ECG use in neonatal resuscitation

Electrocardiogram Provides a Continuous Heart Rate Faster Than Oximetry During Neonatal Resuscitation

PEDIATRICS Vol. 130 No. 5 November 1, 2012

The aim of the research was to compare the time required to obtain a continuous audible heart rate signal from an electrocardiogram (ECG) monitor and pulse oximeter (PO) in infants requiring resuscitation.

Infants who had both ECG and PO placed during resuscitation were analysed using video and analog recordings. The median times from arrival until the ECG electrodes and PO sensor were placed, and the time to achieve audible tones from the devices, were compared.
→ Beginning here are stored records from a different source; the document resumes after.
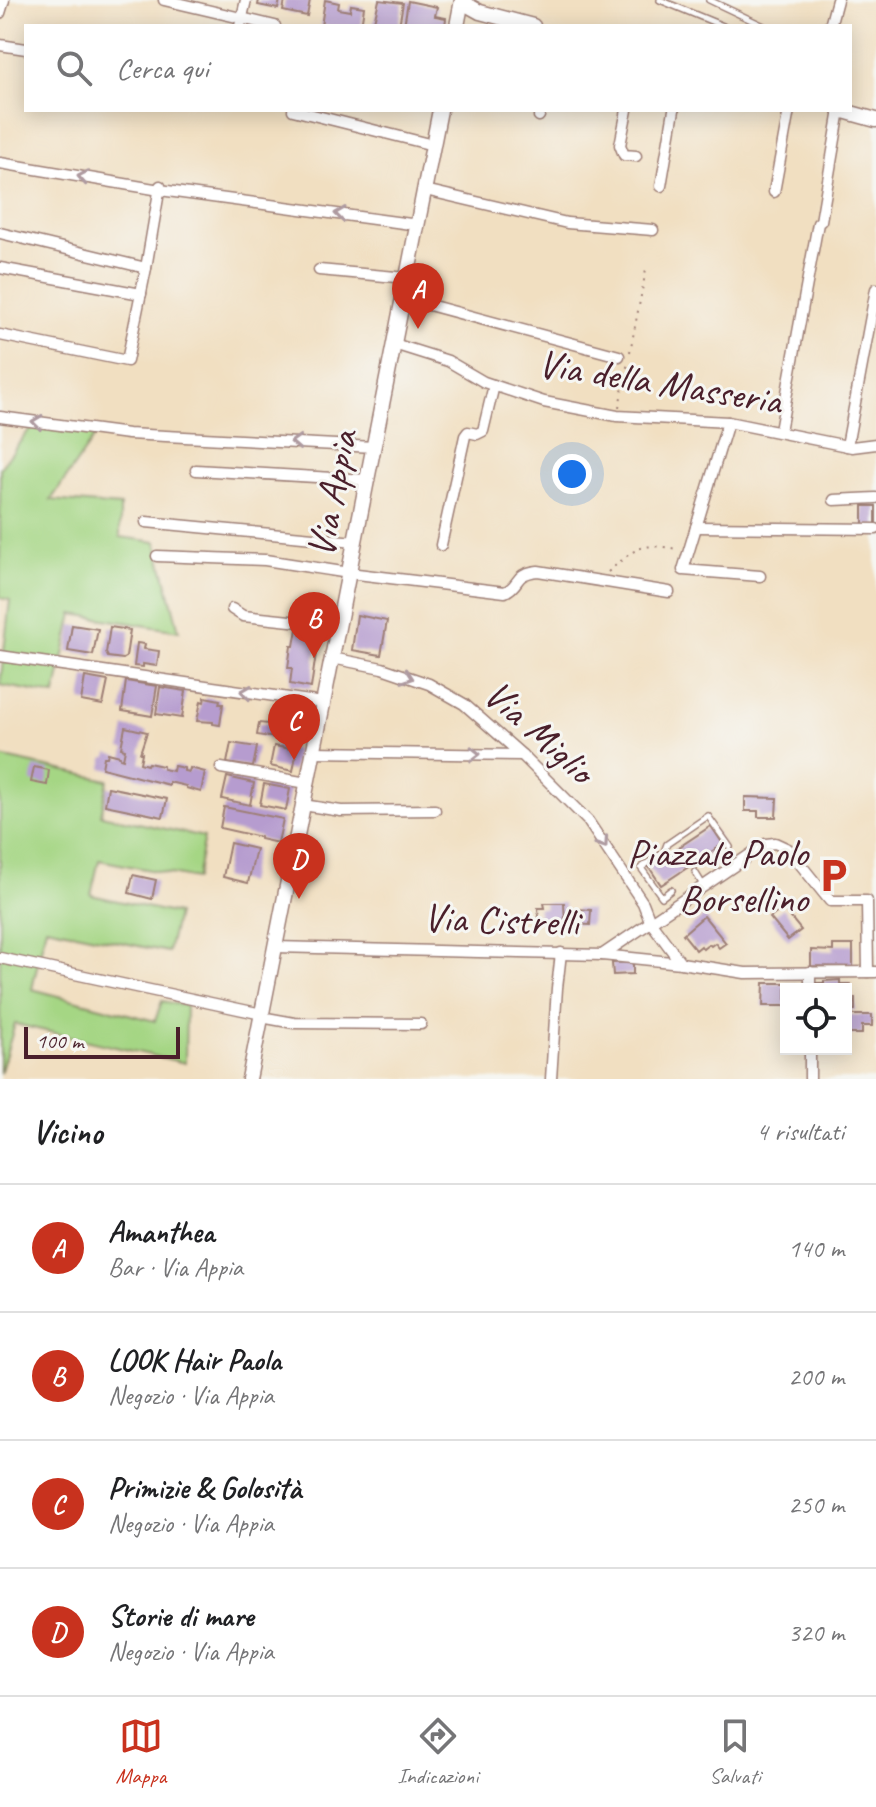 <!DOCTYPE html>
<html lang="it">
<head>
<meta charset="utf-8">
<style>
	:root { --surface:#fff; --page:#f2f2f2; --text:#202124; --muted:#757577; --line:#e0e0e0; --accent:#c8321e }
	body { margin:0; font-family:Caveat,sans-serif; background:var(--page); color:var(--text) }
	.controls { position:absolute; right:24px; bottom:24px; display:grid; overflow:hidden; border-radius:0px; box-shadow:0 4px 20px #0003 }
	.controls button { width:72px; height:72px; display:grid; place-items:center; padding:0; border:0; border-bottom:2px solid var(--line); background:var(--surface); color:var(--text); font:40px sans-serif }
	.scale { position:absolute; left:24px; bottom:20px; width:156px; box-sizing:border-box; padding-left:8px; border:4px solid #4a1f2b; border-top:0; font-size:22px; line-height:28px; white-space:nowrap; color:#4a1f2b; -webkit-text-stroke:6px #f6f6f2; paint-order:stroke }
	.you { position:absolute; left:572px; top:474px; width:28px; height:28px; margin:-20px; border:6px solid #fff; border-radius:50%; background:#1a73e8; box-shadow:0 0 0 12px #1a73e833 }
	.badge { display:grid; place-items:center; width:52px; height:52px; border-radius:50%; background:var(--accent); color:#fff; font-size:26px; font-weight:700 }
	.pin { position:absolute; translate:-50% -66px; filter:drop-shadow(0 2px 4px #0008) }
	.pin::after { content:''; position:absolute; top:42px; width:28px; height:24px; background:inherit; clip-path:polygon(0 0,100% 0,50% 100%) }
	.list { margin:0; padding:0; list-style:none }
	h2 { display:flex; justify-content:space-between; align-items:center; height:104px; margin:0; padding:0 32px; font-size:34px }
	h2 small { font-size:26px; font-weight:400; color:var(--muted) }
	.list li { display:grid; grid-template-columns:52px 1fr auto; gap:24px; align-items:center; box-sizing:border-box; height:128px; padding:0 32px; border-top:2px solid var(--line) }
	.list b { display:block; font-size:30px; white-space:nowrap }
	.list p { margin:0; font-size:26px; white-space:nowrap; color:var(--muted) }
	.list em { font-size:26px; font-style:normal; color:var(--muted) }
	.icon { flex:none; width:44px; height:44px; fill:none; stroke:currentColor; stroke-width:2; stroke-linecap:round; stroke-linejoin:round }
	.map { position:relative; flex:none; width:876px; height:1079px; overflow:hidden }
	.search { position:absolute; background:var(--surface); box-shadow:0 4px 20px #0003; left:24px; right:24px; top:24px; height:88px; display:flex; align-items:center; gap:20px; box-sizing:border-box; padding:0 28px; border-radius:0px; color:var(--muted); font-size:30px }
	.sheet { height:616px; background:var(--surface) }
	nav { display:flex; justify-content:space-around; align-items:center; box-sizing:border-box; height:112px; border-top:2px solid var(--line); background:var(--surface); font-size:22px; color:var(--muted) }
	nav a { display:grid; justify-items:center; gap:4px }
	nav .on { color:var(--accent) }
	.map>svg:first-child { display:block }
	.green { fill:#a5d684; stroke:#787a58; stroke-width:2 }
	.building { fill:#b69ccf }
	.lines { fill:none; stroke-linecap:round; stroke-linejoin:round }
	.lane-casing { stroke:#9e7f76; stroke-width:8 }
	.street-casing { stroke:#9e7f76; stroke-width:13 }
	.secondary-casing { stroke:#9e7f76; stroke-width:17 }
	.path { stroke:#9e7f76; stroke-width:2; stroke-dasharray:2 6; stroke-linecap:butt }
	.lane { stroke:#fff; stroke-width:5 }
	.street { stroke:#fff; stroke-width:10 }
	.secondary { stroke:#fff; stroke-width:14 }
	.oneway { stroke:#ae9aa0 }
	.labels { text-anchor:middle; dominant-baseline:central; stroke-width:6; stroke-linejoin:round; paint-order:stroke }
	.street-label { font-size:40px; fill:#4a1f2b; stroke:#f6f6f2 }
	.poi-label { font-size:40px; fill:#4a1f2b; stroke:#f6f6f2; text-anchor:end }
</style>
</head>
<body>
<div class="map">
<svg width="876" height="1079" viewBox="0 0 876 1079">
	<rect width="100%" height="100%" fill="#f6f6f2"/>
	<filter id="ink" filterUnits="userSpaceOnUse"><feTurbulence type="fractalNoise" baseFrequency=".0125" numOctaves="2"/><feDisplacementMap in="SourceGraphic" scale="16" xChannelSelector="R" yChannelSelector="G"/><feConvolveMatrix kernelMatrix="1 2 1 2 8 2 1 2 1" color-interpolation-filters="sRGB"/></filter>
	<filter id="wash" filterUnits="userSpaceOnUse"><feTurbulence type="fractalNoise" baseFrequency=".006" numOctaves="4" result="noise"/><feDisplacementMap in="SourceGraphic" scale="32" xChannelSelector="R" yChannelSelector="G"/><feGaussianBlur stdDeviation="1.8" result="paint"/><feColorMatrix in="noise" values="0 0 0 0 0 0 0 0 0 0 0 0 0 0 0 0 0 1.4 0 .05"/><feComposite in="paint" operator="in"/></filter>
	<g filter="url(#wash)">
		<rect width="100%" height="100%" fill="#f1dfc1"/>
		<g class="green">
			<polygon points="33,425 97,433 51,500 120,506 120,537 156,542 179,631 73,614 55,695 0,685 10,600 0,598 0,468"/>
			<polygon points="0,757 108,780 101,815 204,837 196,879 99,860 91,895 177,914 168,952 46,927 32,989 155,1021 162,1001 186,1006 185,1063 15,1024 0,1074"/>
		</g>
		<g id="blocks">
			<g class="building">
				<polygon points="259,0 280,0 278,9 258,5"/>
				<polygon points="285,0 310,0 307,16 283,11"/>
				<polygon points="325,0 339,3 338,9 350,11 351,5 364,7 361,26 321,26"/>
				<polygon points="379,0 403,3 399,26 373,26"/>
				<polygon points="408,1 437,7 435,16 446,18 445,26 404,26"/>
				<rect x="863" y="506" width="13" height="20"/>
				<polygon points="357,615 387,621 381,655 352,650"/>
				<polygon points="72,625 98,629 93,655 68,651"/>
				<polygon points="110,627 130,630 126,657 123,659 108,657 106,653"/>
				<polygon points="297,629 319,633 311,688 290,684 292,668 288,668 291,646 294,646"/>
				<polygon points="137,643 145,644 144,649 159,651 157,666 143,664 143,667 134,666"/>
				<polygon points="85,677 108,681 103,705 81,701"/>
				<polygon points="126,681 157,686 152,716 122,711"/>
				<polygon points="160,687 186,691 182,718 156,714"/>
				<polygon points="205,697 220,700 219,704 223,704 220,725 213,724 213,722 197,721 201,701 204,702"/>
				<polygon points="270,712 299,717 295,741 257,735 259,723 268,724"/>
				<polygon points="125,727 147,732 140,753 142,753 140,763 147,765 148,763 163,766 163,769 173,771 174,766 184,768 184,771 189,772 190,768 205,772 201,792 186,788 186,786 169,782 169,785 102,768 104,757 107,757 108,753 120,756 120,758 123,759 125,749 121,748"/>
				<polygon points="231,743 257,747 253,767 227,763"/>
				<polygon points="274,746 297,750 293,771 270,766"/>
				<polygon points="34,767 49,770 47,785 31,782"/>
				<polygon points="227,777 254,783 250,805 222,799"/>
				<polygon points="264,784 290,789 286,810 260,805"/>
				<polygon points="108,787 167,799 163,817 105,805"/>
				<polygon points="745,797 777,798 776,817 758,817 758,811 745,811"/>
				<polygon points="224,807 283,819 278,843 260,839 260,837 220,828"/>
				<polygon points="711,826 723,844 661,885 649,867"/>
				<polygon points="230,843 256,849 248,883 223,877"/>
				<polygon points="133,875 156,880 152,899 129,893"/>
				<polygon points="544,903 564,903 565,923 545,923 545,920 539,920 538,908 545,908"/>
				<polygon points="783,908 801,930 788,940 770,918"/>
				<polygon points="576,909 591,910 590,925 575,924"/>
				<polygon points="704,916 726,943 719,948 715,943 711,946 709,944 703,949 701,946 696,950 683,934"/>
				<polygon points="833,945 853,945 853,967 811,966 811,950 833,951"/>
				<polygon points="633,962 633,974 613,975 612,963"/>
				<polygon points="840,980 840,984 850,984 850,998 855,998 855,1010 848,1010 848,1005 846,1005 846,989 814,989 814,983 824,983 824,981"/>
				<polygon points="764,983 797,983 797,989 786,989 786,1006 763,1006"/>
				<polygon points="846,1015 872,1015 872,1026 862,1026 862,1034 846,1034"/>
			</g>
		</g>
	</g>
	<g filter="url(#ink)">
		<use href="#blocks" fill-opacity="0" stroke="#9e7f76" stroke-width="2"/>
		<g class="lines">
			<defs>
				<g id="lane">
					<polyline points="660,0 723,26"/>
					<polyline points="709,0 764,26"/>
					<polyline points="695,872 703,885"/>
					<polyline points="671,890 662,897 641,868 664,852 667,844 708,816 730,847"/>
				</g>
				<g id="street">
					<polyline points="164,0 275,26"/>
					<polyline points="0,13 4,0"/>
					<polyline points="240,26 246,0"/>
					<polyline points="830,26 837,0"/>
					<polyline points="0,45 26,49"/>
					<polyline points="293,110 433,145"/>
					<polyline points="627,110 620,145 624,155 636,156"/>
					<polyline points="539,116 540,110"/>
					<polyline points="0,163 160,190 418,225"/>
					<polyline points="661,186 674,110"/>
					<polyline points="425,190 567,223 653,230"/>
					<polyline points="774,192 789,110"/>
					<polyline points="821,221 840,110"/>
					<polyline points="0,233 146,268"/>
					<polyline points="0,268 141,294"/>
					<polyline points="319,270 407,278"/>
					<polyline points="403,298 619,356"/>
					<polyline points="0,335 127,361 146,268 160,186"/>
					<polyline points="394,344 448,361 484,382 544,402 617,416 728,422 852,447 876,444"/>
					<polyline points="0,417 128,434 374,447"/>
					<polyline points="728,422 683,570 760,576"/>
					<polyline points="780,431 818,223"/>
					<polyline points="847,446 876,289"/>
					<polyline points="196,470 367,480"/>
					<polyline points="834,500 876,498"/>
					<polyline points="146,522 355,542"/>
					<polyline points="696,527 876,529"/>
					<polyline points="441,545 465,436 468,432 477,434 483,431 494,385"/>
					<path d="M157 556 265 560 349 573 505 592C522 584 512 574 538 571L669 592"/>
					<polyline points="232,609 243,616 338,626"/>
					<polyline points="0,656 323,703"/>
					<polyline points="332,658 382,668 429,684 464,704 522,755 588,821 643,903 650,921 681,963"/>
					<polyline points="313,752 522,755"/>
					<polyline points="221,768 307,783"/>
					<polyline points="303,805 341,811 435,810"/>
					<polyline points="275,947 602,955 681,963 745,973 876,972"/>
					<polyline points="602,955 766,844 775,843 788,849 830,901 867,901 868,972"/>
					<polyline points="0,958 262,1014"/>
					<polyline points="810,972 810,989"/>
					<polyline points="261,1017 294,1023 421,1024"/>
					<polyline points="810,1049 810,1079"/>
					<polyline points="551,1079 557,988 561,953"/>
				</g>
				<g id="secondary">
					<polyline points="462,2 480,12 533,26"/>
					<polyline points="457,26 462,0"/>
					<polyline points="840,110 876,120"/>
					<polyline points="249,1079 440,110"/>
				</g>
			</defs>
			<use href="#lane" class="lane-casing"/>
			<use href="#street" class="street-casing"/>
			<use href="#secondary" class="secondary-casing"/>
			<g class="path">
				<polyline points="630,352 646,270"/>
				<polyline points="619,407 628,362"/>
				<path d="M608 572C636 548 639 542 677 549"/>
			</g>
			<use href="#lane" class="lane"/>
			<use href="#street" class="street"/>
			<use href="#secondary" class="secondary"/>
		</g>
		<defs><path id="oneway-chevron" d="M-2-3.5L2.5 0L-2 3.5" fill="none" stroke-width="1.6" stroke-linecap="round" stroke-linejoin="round" transform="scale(2)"/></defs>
		<g class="oneway">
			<use href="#oneway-chevron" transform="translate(83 177) rotate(-170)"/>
			<use href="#oneway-chevron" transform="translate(340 214) rotate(-172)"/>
			<use href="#oneway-chevron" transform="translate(37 422) rotate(-173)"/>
			<use href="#oneway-chevron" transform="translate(296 442) rotate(-177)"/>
			<use href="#oneway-chevron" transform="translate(408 677) rotate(19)"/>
			<use href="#oneway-chevron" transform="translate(246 692) rotate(-172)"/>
			<use href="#oneway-chevron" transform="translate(475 754) rotate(1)"/>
			<use href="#oneway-chevron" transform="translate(603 843) rotate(56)"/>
		</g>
	</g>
	<defs>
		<symbol id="parking-bare" viewBox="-9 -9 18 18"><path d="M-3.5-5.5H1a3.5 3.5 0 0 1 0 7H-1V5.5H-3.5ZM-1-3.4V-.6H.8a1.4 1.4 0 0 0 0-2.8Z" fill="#c8321e" stroke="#f6f6f2" stroke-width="2.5" paint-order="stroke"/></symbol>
	</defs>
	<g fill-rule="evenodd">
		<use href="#parking-bare" x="808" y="850" width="51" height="51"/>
	</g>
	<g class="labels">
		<g class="street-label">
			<text transform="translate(660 382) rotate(9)">Via della Masseria</text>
			<text transform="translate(332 494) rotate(-79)">Via Appia</text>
			<text transform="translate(539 732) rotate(42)">Via Miglio</text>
			<text transform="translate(501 920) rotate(2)">Via Cistrelli</text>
		</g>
		<g class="poi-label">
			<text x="808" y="853">Piazzale Paolo<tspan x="808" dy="46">Borsellino</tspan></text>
		</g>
	</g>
</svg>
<div class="controls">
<button><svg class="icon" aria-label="locate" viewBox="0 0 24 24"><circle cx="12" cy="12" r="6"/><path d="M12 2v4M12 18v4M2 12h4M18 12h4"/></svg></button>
</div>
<div class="scale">100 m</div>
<div class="you"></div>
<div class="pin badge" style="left:418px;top:329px">A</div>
<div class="pin badge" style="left:314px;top:658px">B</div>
<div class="pin badge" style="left:294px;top:760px">C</div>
<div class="pin badge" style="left:299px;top:899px">D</div>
<div class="search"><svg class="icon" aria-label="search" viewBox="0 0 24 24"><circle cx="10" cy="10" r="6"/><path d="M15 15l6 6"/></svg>Cerca qui</div>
</div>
<section class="sheet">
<h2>Vicino<small>4 risultati</small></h2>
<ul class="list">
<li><span class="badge">A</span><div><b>Amanthea</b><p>Bar · Via Appia</p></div><em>140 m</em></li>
<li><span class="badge">B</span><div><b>LOOK Hair Paola</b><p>Negozio · Via Appia</p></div><em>200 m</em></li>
<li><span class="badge">C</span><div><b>Primizie &amp; Golosità</b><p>Negozio · Via Appia</p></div><em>250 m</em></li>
<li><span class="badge">D</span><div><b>Storie di mare</b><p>Negozio · Via Appia</p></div><em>320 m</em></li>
</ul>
</section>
<nav>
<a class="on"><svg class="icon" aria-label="map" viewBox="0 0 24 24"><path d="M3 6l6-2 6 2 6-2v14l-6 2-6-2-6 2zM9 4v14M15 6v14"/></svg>Mappa</a>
<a><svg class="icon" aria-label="directions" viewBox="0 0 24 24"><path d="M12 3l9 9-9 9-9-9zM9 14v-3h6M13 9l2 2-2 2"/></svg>Indicazioni</a>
<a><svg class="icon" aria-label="saved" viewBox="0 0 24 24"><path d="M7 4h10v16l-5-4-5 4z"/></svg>Salvati</a>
</nav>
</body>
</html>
© Gary Wilson/ Pre-hospital Research Forum

Forty-six infants had ECG and PO data. Thirty infants were very low birth weight (23–30 weeks). There was a difference in the median total time to place either device (26 vs 38 seconds), and a difference in the time to achieve an audible heart rate signal after ECG lead (2 seconds) versus PO probe (24 seconds) placement. In infants weighing >1500 g, the median time (interquartile range) to place the ECG was 20 seconds (14–43) whereas the time to place the PO was 36 seconds (28–56). The median times (interquartile range) to acquire a signal from the ECG and PO were 4 seconds (1–6) and 32 seconds (15–40, P = .001), respectively. During the first minutes of resuscitation, 93% of infants had an ECG heart rate compared with only 56% for PO.

The authors found that early application of ECG electrodes during infant resuscitation can provide the resuscitation team with a continuous audible heart rate, and its use may improve the timeliness of appropriate critical interventions.